Listed entries ::
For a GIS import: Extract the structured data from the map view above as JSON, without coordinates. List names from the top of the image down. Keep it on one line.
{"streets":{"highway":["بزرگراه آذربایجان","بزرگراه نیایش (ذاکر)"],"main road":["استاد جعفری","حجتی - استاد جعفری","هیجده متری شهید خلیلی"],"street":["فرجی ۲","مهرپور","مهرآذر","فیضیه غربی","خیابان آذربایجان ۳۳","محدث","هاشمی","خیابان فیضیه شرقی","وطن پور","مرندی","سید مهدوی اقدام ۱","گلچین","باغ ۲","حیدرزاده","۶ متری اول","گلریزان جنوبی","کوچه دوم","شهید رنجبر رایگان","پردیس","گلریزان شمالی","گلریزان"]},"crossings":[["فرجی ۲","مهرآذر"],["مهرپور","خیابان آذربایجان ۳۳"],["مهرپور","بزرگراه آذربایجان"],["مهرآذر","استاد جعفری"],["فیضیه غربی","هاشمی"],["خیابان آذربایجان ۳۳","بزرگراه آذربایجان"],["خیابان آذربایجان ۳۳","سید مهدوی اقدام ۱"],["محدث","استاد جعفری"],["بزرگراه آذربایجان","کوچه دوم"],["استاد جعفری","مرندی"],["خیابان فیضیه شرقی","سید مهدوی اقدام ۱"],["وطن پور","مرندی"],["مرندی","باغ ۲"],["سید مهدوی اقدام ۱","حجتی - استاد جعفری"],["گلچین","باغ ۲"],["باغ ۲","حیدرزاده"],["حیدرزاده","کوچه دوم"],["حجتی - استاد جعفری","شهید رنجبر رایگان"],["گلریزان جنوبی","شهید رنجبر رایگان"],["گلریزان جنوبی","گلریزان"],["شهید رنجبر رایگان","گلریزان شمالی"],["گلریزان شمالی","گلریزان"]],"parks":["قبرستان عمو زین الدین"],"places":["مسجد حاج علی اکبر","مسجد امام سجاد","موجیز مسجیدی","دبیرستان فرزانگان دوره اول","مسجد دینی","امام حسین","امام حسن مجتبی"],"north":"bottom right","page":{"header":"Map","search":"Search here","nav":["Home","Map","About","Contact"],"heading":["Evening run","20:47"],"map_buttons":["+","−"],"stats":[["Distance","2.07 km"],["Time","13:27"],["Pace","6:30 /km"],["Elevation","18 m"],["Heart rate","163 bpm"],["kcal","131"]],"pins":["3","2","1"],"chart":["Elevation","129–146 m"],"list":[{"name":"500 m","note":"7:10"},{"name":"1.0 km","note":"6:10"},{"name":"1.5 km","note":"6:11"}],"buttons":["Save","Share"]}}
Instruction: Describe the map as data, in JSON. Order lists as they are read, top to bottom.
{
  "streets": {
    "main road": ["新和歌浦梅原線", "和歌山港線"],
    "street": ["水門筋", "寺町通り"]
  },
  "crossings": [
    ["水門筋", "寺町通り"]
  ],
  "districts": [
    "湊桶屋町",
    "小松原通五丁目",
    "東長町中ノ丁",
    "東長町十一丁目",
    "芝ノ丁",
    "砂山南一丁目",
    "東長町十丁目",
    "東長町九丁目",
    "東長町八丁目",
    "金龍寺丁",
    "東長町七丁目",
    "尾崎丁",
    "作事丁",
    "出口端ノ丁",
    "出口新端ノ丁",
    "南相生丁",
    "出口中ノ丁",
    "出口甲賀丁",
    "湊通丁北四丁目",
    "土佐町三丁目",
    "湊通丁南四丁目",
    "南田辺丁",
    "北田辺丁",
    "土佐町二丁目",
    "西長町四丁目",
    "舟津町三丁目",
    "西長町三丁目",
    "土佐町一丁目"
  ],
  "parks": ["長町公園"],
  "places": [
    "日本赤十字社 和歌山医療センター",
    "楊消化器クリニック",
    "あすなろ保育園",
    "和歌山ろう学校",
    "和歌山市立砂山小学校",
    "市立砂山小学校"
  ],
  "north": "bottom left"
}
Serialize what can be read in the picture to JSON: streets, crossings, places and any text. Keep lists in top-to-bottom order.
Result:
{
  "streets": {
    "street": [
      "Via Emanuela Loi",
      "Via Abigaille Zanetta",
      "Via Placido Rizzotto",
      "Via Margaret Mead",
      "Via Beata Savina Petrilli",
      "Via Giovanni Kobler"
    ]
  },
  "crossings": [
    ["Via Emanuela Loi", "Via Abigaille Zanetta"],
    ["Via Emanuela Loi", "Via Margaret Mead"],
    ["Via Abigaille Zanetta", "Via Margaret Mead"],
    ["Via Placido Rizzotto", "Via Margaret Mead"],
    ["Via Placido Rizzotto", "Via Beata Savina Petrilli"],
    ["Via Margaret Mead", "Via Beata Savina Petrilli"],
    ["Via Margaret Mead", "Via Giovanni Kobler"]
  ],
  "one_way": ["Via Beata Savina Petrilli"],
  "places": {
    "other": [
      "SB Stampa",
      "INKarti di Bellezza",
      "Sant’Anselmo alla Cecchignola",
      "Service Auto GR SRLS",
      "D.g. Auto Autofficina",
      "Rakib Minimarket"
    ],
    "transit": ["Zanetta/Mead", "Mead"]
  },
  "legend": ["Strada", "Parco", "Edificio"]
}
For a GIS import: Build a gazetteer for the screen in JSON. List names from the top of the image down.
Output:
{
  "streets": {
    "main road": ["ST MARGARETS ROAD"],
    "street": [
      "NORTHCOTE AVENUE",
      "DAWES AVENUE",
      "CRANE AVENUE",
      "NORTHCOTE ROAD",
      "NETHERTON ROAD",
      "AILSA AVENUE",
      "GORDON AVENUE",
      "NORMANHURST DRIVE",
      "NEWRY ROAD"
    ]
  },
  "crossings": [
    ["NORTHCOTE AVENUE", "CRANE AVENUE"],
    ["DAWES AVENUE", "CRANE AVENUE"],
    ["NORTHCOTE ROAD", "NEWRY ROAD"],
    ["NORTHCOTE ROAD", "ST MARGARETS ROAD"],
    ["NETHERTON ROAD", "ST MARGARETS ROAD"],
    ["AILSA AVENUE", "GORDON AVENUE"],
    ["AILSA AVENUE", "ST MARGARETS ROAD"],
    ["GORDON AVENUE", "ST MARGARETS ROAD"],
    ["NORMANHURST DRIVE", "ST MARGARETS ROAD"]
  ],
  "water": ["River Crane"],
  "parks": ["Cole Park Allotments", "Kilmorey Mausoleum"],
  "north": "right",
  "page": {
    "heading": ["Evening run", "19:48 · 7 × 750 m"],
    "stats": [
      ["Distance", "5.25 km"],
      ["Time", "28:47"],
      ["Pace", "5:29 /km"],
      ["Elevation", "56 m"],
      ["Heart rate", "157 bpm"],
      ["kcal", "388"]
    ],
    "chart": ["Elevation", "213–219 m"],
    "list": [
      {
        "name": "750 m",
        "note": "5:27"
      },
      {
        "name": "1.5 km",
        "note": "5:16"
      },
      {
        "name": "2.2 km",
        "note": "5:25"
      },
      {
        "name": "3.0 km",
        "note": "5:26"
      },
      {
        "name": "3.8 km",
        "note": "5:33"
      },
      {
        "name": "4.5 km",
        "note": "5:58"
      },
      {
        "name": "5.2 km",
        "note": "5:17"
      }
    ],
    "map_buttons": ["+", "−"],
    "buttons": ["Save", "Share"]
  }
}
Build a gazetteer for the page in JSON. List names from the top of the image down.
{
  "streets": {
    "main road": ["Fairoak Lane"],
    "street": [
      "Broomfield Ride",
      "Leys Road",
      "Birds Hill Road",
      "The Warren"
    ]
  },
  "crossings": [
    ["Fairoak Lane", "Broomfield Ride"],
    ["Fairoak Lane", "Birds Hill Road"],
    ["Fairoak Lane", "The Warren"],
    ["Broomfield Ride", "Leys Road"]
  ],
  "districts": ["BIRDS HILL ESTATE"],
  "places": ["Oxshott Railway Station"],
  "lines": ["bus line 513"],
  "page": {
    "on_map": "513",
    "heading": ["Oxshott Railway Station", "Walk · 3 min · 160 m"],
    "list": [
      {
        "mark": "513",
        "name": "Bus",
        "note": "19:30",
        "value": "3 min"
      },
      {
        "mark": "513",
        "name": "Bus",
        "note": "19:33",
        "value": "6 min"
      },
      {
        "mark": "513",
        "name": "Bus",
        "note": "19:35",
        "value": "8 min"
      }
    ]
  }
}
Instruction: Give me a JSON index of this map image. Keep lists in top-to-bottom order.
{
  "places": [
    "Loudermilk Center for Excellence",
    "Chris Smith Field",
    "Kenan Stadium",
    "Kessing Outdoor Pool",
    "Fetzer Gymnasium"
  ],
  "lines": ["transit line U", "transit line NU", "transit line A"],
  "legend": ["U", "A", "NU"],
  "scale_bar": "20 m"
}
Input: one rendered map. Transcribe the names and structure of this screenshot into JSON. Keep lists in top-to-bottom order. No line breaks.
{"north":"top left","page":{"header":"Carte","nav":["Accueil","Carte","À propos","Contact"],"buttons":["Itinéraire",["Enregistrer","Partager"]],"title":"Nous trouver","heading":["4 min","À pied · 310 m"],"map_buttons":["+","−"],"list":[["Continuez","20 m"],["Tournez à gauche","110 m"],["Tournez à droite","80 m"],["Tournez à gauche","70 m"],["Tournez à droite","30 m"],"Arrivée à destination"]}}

Task ::
Using the data above, establish how many lines include the word "districts"; the reply is that number only.

Exercise result ::
2